The NFL has tasked New York lawyer Ted Wells with its investigation into the bullying matter.
Murtha admitted that, yes, Martin and others were heckled by Incognito. But the embattled offensive lineman would also "do anything for this kid to help him out."
"I just wanted to make one more point clear, is how the business was handled," Murtha said. "It's a brotherhood, it's an in-house type deal. If you have a problem with your spouse, your brother, your son, whatever it is, it's handled inside the house. And that's where the big mistake was. He left the facility. He never once told Richie or anybody else that he had a problem. He never told the coach that he had a problem. He never went to anybody and told them that he had a problem. And then he leaves the facility and goes straight to the media."

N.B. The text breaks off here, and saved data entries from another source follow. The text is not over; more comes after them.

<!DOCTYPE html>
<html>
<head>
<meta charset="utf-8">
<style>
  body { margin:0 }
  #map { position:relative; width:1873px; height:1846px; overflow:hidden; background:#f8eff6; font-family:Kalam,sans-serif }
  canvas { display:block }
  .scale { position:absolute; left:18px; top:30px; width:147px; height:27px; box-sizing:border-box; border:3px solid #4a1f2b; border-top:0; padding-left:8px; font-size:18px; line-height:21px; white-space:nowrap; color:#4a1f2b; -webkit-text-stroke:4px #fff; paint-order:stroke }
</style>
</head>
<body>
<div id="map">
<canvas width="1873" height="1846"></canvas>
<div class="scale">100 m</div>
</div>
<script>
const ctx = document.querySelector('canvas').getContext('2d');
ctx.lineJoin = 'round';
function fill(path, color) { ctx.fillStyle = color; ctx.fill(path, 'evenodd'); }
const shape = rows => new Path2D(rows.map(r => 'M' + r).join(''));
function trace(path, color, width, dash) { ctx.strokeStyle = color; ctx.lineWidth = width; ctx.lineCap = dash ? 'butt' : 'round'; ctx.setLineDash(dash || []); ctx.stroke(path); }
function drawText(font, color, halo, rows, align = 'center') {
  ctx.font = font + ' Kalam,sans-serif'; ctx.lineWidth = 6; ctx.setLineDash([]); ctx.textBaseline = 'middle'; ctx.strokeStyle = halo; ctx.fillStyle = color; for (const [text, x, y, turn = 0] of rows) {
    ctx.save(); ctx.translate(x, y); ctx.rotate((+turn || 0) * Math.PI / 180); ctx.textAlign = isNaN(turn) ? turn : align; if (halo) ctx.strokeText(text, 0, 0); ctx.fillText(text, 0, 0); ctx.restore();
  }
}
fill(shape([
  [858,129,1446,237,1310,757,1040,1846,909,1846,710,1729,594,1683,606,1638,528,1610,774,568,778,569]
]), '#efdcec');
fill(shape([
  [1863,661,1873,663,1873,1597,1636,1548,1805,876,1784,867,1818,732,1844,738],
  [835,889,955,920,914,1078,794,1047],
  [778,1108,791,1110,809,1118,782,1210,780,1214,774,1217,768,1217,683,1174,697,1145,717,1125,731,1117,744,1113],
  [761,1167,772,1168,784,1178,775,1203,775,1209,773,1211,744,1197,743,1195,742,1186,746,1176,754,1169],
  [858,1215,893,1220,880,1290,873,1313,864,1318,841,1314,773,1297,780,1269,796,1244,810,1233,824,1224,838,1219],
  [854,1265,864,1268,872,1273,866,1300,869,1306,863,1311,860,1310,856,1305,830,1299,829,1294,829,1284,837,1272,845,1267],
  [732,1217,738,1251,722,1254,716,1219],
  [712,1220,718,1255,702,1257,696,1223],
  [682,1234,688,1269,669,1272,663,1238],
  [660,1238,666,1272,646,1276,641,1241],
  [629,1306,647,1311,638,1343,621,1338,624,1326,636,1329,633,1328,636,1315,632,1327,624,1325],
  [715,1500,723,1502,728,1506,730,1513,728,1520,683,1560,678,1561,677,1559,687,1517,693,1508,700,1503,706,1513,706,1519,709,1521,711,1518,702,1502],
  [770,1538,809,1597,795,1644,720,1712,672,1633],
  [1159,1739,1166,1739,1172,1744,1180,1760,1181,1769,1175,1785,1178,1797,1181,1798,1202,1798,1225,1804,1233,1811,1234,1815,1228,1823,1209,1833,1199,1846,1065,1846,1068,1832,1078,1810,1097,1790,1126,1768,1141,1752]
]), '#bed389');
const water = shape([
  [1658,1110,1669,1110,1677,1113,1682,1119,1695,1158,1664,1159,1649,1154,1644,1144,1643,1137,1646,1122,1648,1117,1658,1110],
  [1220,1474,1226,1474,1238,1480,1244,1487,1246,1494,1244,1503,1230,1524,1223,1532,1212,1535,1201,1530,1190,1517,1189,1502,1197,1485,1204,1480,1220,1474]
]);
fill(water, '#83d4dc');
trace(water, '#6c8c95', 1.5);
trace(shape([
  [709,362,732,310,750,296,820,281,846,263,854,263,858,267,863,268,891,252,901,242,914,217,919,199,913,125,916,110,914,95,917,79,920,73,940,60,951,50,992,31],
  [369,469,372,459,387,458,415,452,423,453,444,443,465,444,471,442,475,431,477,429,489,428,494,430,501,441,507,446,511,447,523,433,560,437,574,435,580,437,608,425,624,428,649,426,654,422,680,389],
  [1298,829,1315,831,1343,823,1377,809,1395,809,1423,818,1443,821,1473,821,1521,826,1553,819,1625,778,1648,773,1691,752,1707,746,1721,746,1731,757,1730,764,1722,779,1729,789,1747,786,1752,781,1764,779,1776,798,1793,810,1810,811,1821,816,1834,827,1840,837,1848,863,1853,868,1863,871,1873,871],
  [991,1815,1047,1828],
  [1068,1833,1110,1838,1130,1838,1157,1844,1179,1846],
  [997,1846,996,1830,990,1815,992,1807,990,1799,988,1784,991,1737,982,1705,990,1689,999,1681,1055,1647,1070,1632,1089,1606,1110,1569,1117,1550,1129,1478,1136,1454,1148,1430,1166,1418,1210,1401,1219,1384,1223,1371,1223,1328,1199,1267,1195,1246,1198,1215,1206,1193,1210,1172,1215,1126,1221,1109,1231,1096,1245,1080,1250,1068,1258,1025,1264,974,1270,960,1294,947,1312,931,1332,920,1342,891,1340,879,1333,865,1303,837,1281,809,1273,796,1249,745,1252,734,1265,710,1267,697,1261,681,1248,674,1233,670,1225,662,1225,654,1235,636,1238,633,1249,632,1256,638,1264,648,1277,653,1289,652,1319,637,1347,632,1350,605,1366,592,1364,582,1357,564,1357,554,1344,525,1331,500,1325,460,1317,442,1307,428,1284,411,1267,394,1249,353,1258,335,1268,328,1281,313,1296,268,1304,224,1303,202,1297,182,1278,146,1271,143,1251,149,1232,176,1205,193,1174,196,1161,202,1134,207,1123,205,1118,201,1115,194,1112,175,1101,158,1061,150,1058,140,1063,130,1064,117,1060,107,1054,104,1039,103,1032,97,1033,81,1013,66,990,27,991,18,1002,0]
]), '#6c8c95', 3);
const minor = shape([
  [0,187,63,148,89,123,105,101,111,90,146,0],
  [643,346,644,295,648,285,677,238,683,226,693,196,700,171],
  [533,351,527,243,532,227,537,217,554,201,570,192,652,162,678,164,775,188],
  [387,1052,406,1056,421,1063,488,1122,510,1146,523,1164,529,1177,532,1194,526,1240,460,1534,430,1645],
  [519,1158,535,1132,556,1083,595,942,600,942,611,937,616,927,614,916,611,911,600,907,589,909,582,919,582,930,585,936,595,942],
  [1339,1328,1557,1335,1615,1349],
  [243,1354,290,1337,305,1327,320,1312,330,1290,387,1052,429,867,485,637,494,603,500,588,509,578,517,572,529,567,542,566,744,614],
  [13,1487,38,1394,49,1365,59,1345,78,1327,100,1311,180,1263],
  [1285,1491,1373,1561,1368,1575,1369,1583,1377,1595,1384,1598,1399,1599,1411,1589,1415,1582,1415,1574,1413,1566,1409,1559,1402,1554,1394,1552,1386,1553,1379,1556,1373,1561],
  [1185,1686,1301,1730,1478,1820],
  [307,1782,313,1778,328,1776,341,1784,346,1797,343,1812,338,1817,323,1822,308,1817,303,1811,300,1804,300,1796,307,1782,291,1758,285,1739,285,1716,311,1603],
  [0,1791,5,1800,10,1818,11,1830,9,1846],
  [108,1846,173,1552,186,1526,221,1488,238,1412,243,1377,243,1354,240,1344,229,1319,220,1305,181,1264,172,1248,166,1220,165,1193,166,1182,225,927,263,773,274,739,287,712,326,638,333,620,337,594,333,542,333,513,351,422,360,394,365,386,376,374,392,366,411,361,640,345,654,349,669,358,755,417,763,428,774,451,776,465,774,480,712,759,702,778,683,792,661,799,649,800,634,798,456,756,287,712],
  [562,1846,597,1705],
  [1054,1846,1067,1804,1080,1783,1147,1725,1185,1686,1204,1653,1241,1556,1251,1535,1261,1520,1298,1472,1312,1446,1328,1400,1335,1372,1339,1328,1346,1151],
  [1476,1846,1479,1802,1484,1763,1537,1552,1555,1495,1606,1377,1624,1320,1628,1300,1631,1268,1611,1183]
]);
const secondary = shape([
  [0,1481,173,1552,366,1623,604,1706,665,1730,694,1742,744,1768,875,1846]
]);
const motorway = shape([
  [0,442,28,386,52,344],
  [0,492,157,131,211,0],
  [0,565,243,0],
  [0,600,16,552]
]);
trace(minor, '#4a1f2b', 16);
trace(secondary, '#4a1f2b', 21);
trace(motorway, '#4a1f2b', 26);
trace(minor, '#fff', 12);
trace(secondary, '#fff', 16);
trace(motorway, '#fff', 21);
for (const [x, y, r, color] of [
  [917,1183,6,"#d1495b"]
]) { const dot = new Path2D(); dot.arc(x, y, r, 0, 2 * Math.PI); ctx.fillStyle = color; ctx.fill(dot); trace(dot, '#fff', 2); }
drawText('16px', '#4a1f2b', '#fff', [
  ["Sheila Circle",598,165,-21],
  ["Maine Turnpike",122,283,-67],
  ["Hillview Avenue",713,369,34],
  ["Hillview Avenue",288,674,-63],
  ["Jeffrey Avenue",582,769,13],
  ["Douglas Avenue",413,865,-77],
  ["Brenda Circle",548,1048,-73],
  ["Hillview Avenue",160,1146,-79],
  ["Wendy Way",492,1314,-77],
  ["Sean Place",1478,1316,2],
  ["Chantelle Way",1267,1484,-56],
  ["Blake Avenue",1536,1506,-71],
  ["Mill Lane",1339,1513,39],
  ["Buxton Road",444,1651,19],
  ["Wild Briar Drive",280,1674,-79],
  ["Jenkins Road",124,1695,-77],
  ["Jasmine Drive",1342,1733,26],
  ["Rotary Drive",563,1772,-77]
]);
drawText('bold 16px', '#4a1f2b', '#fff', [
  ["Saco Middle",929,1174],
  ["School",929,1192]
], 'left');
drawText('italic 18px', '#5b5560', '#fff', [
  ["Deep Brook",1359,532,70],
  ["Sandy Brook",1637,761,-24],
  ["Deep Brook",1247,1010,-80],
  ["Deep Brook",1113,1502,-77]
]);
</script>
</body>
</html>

Murtha also touched on the $15,000 that Martin paid for his fellow linemen to go to Las Vegas. Here's what he wrote in The MMQB: "Every year, as tradition, the offensive line goes on a big Vegas trip. Everything is paid for in advance, from hotels to a private jet to show tickets. Martin originally verbally committed to the trip, then later backed out after everything was booked. Now, if you can't go because of an emergency then it's okay, but to say you're going and then decide you don't want to spend the money later? Everything was paid for, and then when it was time to pay up he didn't want to go anymore. You don't do that to your brothers. The veterans who paid for it, including Incognito and others, asked for Martin's share, and he gave it to them. End of story."